--- Records provided ---

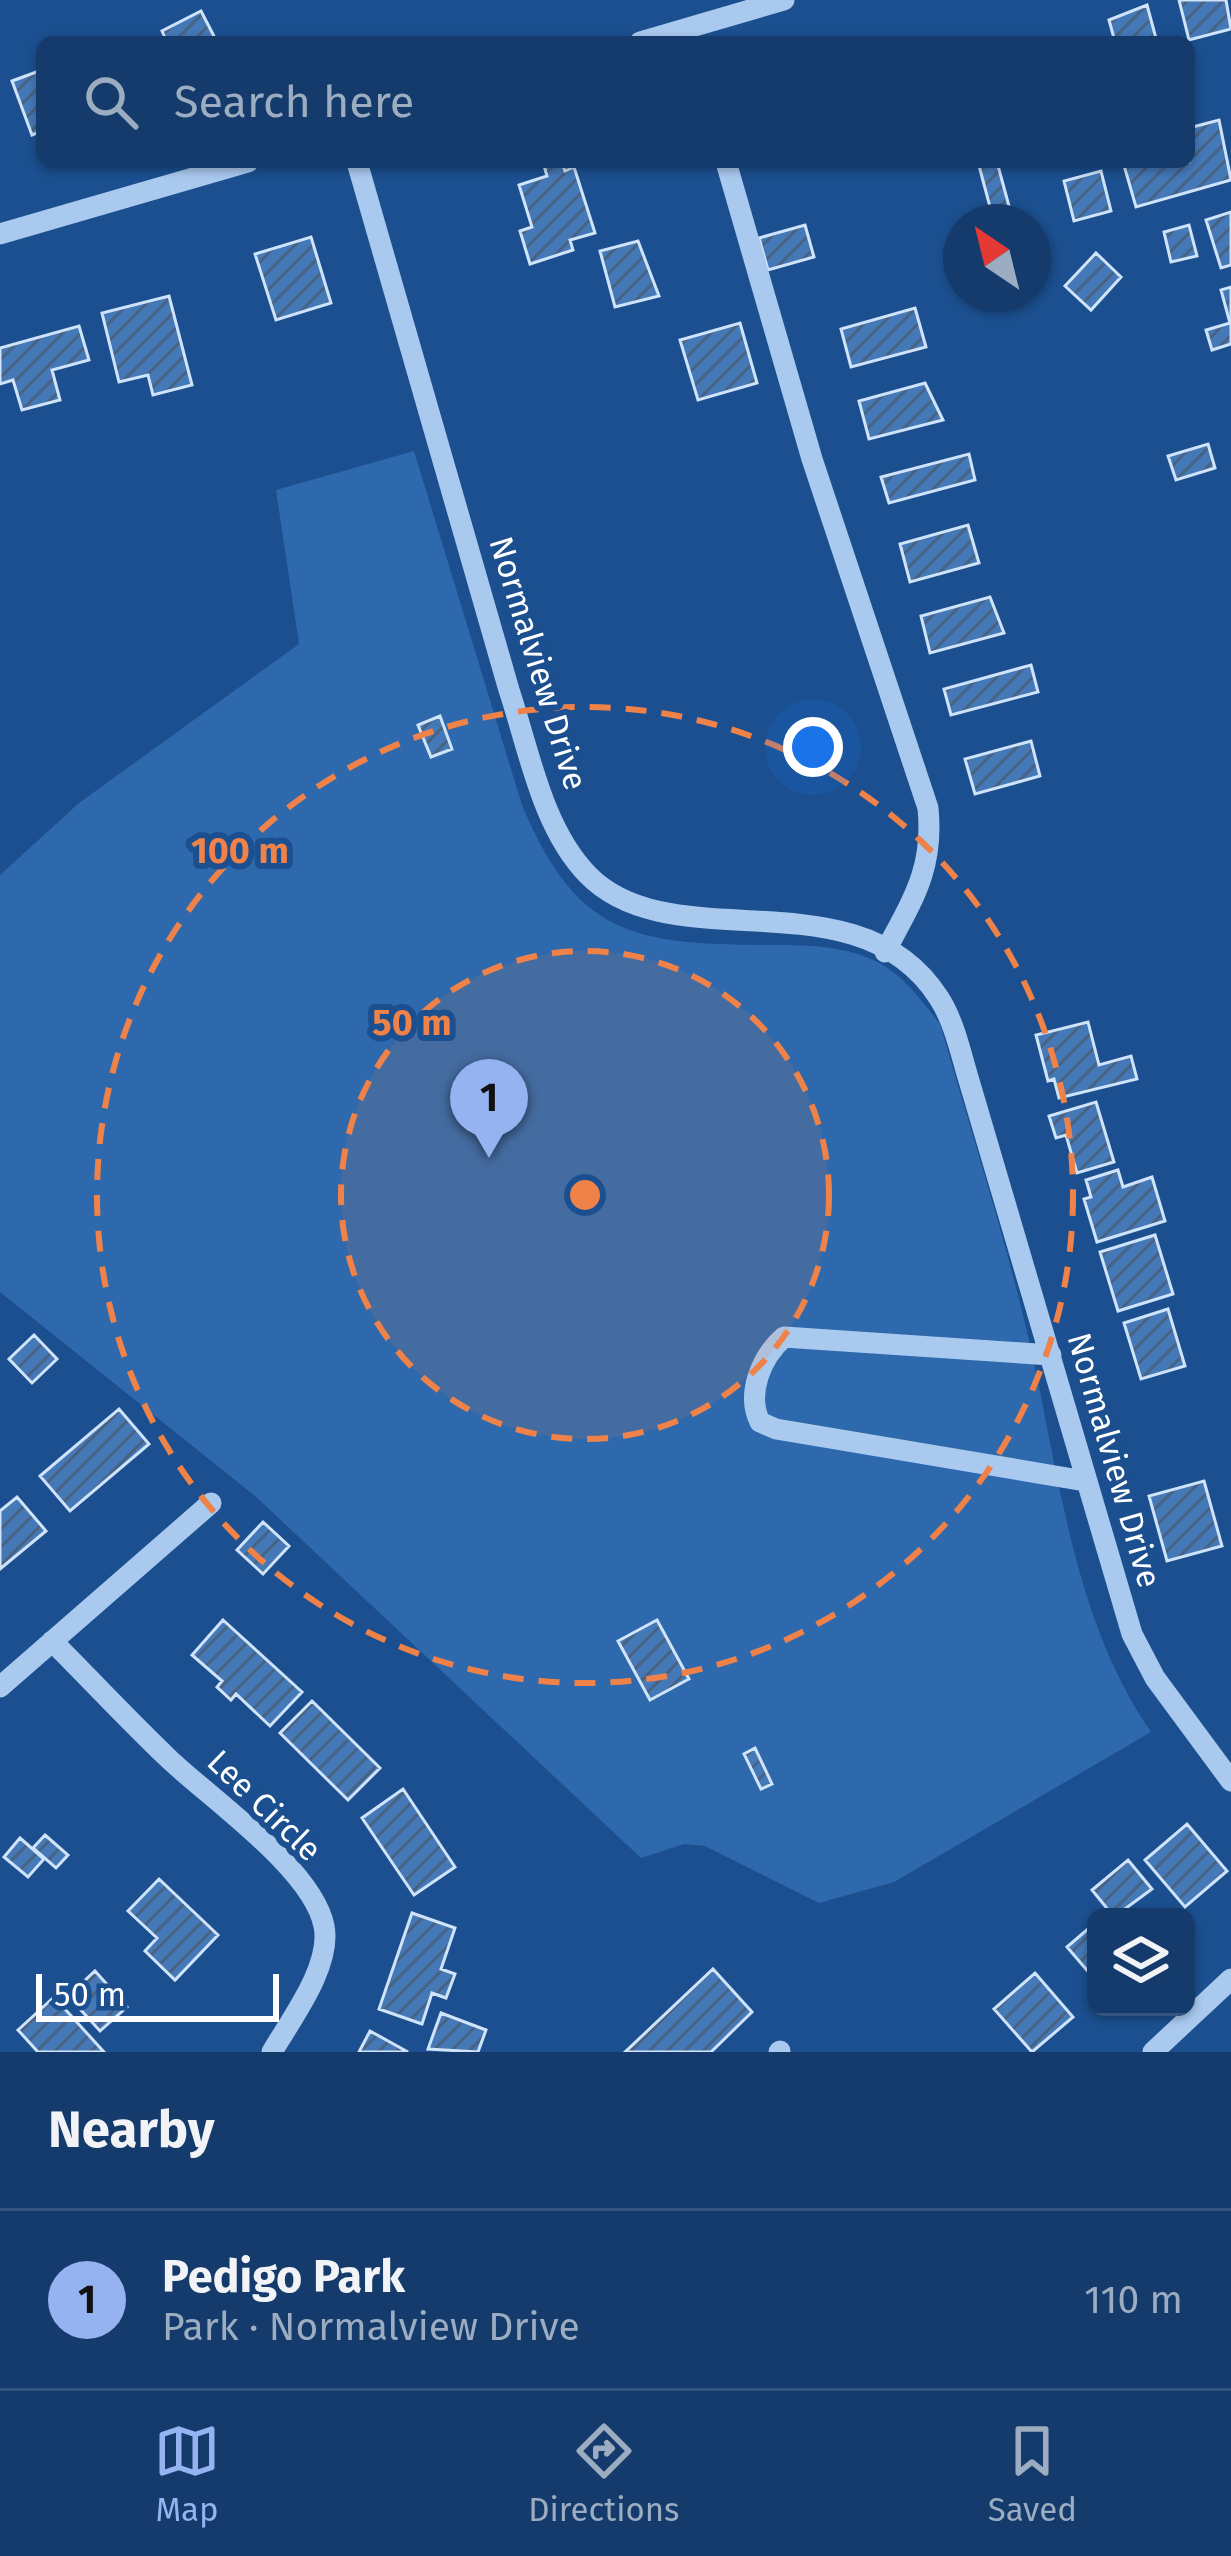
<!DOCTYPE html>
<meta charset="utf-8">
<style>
body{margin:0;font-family:"Fira Sans",sans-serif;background:#1d4271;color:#f1f3f6}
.controls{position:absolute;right:36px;bottom:36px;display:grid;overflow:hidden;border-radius:18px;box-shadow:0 3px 9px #0004}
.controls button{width:108px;height:108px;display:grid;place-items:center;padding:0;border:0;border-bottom:3px solid #33557e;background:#143b6b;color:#f1f3f6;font:60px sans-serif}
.compass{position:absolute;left:943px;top:204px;width:108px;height:108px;border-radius:50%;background:#143b6b;box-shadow:0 3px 9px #0004;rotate:325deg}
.scale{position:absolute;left:36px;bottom:30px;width:243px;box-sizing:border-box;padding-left:12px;border:6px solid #fff;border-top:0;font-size:33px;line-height:42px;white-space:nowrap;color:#fff;-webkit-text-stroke:9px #1b4f8f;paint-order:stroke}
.you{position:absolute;left:813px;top:747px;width:42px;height:42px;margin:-30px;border:9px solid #fff;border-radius:50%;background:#1a73e8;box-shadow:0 0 0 18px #1a73e833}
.badge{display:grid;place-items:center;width:78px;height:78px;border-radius:50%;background:#95b2f1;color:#111;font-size:39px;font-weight:700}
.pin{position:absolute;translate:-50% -99px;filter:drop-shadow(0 3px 6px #0008)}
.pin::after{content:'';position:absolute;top:63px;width:42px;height:36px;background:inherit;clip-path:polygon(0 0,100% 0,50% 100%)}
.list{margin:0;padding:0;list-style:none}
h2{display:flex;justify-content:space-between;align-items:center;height:156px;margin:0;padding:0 48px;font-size:51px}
h2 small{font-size:39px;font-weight:400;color:#9dadc1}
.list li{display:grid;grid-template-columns:78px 1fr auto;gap:36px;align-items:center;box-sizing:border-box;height:180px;padding:0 48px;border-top:3px solid #33557e}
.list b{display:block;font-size:45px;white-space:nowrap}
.list p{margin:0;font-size:39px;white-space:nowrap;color:#9dadc1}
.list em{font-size:39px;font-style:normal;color:#9dadc1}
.icon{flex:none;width:66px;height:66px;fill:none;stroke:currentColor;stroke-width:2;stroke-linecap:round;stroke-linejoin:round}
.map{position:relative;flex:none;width:1231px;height:2052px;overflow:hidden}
.search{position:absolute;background:#143b6b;box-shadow:0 3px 9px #0004;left:36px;right:36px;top:36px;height:132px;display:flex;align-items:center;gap:30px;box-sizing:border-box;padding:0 42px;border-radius:18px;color:#9dadc1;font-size:45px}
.sheet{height:336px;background:#143b6b}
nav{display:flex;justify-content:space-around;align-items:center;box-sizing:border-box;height:168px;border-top:3px solid #33557e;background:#143b6b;font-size:33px;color:#9dadc1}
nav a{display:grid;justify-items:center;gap:6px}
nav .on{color:#95b2f1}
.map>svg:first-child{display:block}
</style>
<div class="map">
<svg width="1231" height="2052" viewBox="0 0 1231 2052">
<defs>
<pattern id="building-hatch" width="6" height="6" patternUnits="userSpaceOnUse" patternTransform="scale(3)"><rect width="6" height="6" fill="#4478b7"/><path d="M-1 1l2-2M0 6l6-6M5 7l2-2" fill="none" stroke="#486282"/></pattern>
</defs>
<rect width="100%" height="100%" fill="#1b4f8f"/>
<!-- park -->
<path fill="#2e69ad" d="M 414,451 L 522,805 C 577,937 635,944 768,945 C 804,945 842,945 875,961 C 903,974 922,1001 940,1024 C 968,1121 999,1218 1023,1315 C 1058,1455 1068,1612 1151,1732 L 894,1882 L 819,1903 L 705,1846 L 684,1844 L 641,1858 L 255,1496 L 0,1292 L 0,875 L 79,803 L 299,644 L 276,490 Z"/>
<!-- building -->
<path fill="url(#building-hatch)" stroke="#cfe3fa" stroke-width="3" d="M 1179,0 L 1226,0 L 1231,29 L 1189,40 Z
M 1147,5 L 1157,42 L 1115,42 L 1109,20 Z
M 201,11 L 217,42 L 167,42 L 162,31 Z
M 42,70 L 42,131 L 32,135 L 12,81 Z
M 1219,120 L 1231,180 L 1136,207 L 1123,162 L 1189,162 L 1189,128 Z
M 543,162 L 562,162 L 565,171 L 574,167 L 595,233 L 570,240 L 573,250 L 530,264 L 520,231 L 532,227 L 519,185 L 547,176 Z
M 978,162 L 997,162 L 1012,217 L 994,222 Z
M 1101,171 L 1111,211 L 1074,221 L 1064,181 Z
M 1231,212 L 1231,265 L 1221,268 L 1206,220 Z
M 805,225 L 814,257 L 768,270 L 759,238 Z
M 1189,225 L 1197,256 L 1171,262 L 1164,232 Z
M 311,237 L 331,303 L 276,320 L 255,254 Z
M 638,241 L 659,296 L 615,307 L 600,251 Z
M 1096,253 L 1121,277 L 1091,310 L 1065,286 Z
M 1231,287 L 1231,344 L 1212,350 L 1206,330 L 1230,323 L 1221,290 Z
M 169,296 L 192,385 L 153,395 L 148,375 L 119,382 L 102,313 Z
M 915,308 L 926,347 L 851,367 L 841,329 Z
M 740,323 L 757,383 L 698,400 L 680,340 Z
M 79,326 L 89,360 L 52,370 L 60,400 L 22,410 L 13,380 L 0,384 L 0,348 Z
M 925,383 L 943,420 L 869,439 L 859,401 Z
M 1208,444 L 1215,468 L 1176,480 L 1168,456 Z
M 969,454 L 975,480 L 889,503 L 881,477 Z
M 968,525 L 979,563 L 910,582 L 900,544 Z
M 990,597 L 1004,633 L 930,653 L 921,616 Z
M 1031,665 L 1038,692 L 951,715 L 944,689 Z
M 440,716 L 452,749 L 431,757 L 418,725 Z
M 1031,741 L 1040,776 L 975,794 L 965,759 Z
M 1088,1022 L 1099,1065 L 1131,1056 L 1137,1079 L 1059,1098 L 1054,1079 L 1048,1081 L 1036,1035 Z
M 1096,1102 L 1114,1162 L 1077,1173 L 1066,1135 L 1056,1138 L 1049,1116 Z
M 1118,1170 L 1123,1187 L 1152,1177 L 1165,1221 L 1097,1242 L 1084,1199 L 1091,1197 L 1086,1180 Z
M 1155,1235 L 1173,1294 L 1118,1311 L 1100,1252 Z
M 1168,1309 L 1185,1366 L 1141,1379 L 1124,1323 Z
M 34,1335 L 57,1359 L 32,1383 L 9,1359 Z
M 119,1409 L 149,1444 L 70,1511 L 40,1476 Z
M 1204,1481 L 1222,1546 L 1167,1561 L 1149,1496 Z
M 17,1497 L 46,1531 L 0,1569 L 0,1511 Z
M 263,1522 L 289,1546 L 263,1574 L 237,1550 Z
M 223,1620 L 302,1692 L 270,1726 L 236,1694 L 231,1700 L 217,1687 L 222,1681 L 192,1655 Z
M 657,1620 L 689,1679 L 650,1700 L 618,1641 Z
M 312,1701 L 380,1768 L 348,1800 L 280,1733 Z
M 755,1748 L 772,1784 L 761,1789 L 744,1754 Z
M 403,1789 L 455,1867 L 414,1895 L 362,1818 Z
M 1187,1824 L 1227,1871 L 1185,1907 L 1145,1860 Z
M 45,1835 L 68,1855 L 56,1868 L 33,1848 Z
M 20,1838 L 44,1859 L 28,1877 L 4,1857 Z
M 1128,1860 L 1152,1889 L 1114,1917 L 1092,1890 Z
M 159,1879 L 218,1935 L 175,1980 L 145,1951 L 157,1938 L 128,1911 Z
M 412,1913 L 455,1928 L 441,1969 L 455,1974 L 446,1998 L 432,1993 L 422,2024 L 379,2009 Z
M 1096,1922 L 1096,1971 L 1091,1975 L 1067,1947 Z
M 713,1969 L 752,2012 L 711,2052 L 625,2052 Z
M 95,1971 L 127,2007 L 100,2031 L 68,1996 Z
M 1035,1973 L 1073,2017 L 1032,2052 L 994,2009 Z
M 54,1997 L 104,2052 L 38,2052 L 18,2030 Z
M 441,2013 L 486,2030 L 478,2052 L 428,2049 Z
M 370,2031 L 408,2052 L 359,2052 Z"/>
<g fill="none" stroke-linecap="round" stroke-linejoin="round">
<!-- minor -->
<path stroke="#a9c9ee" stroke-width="21" d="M 640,42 L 784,0
M 357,162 L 509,690 C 529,750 542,828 588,875 C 673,962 858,871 939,998 C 955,1023 961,1055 970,1084 L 1132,1634 L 1155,1678 L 1231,1781
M 726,162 L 812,459 L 928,808 C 934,869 913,899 885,952
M 0,234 L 248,162
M 1051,1355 L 784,1337 C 761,1357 746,1394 760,1422 L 776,1429 L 1085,1481
M 52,1641 C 91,1680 129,1721 169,1759 C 211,1799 313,1869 324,1926 C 332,1966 291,2019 272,2052
M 0,1687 L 211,1503
M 779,2052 L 780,2051
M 1153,2052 L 1231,1979"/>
</g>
<!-- distance rings -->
<circle cx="585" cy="1195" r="244" fill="#ee8249" fill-opacity=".12"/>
<g fill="none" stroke="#ee8249" stroke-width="6" stroke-dasharray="21 15">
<circle cx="585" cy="1195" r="244"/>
<circle cx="585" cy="1195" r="488"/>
</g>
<g text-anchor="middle" stroke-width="12" stroke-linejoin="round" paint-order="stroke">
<!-- street labels -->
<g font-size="33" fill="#fff" stroke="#1b4f8f">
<text transform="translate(539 663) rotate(73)" y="12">Normalview Drive</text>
<text transform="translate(1115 1460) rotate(74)" y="12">Normalview Drive</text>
<text transform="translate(265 1805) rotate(44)" y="12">Lee Circle</text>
</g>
</g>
<circle cx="585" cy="1195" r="18" fill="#ee8249" stroke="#1b4f8f" stroke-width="6"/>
<g font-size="36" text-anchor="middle" font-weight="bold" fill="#ee8249" stroke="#1b4f8f" stroke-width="12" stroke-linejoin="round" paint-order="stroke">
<text x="240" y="863">100 m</text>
<text x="412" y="1035">50 m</text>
</g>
</svg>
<div class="controls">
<button><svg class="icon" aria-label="layers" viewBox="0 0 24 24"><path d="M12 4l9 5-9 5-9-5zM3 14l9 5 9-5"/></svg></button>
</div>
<svg class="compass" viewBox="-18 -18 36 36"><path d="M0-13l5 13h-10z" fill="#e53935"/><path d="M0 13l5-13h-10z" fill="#9dadc1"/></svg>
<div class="scale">50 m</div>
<div class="you"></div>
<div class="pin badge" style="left:489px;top:1158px">1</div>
<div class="search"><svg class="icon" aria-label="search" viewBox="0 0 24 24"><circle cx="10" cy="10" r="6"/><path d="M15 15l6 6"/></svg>Search here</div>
</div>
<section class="sheet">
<h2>Nearby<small></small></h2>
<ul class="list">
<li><span class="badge">1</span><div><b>Pedigo Park</b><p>Park · Normalview Drive</p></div><em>110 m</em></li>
</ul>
</section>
<nav>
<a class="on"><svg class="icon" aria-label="map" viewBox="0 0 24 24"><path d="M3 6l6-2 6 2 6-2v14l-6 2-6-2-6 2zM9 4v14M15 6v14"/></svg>Map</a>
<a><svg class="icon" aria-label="directions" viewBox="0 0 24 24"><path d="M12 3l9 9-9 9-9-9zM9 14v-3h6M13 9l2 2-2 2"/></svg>Directions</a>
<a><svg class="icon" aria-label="saved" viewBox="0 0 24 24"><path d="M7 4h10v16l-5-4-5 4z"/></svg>Saved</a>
</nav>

---

- Problem
Pull every line containing "linecap" from the data.

- The answer
.icon{flex:none;width:66px;height:66px;fill:none;stroke:currentColor;stroke-width:2;stroke-linecap:round;stroke-linejoin:round}
<g fill="none" stroke-linecap="round" stroke-linejoin="round">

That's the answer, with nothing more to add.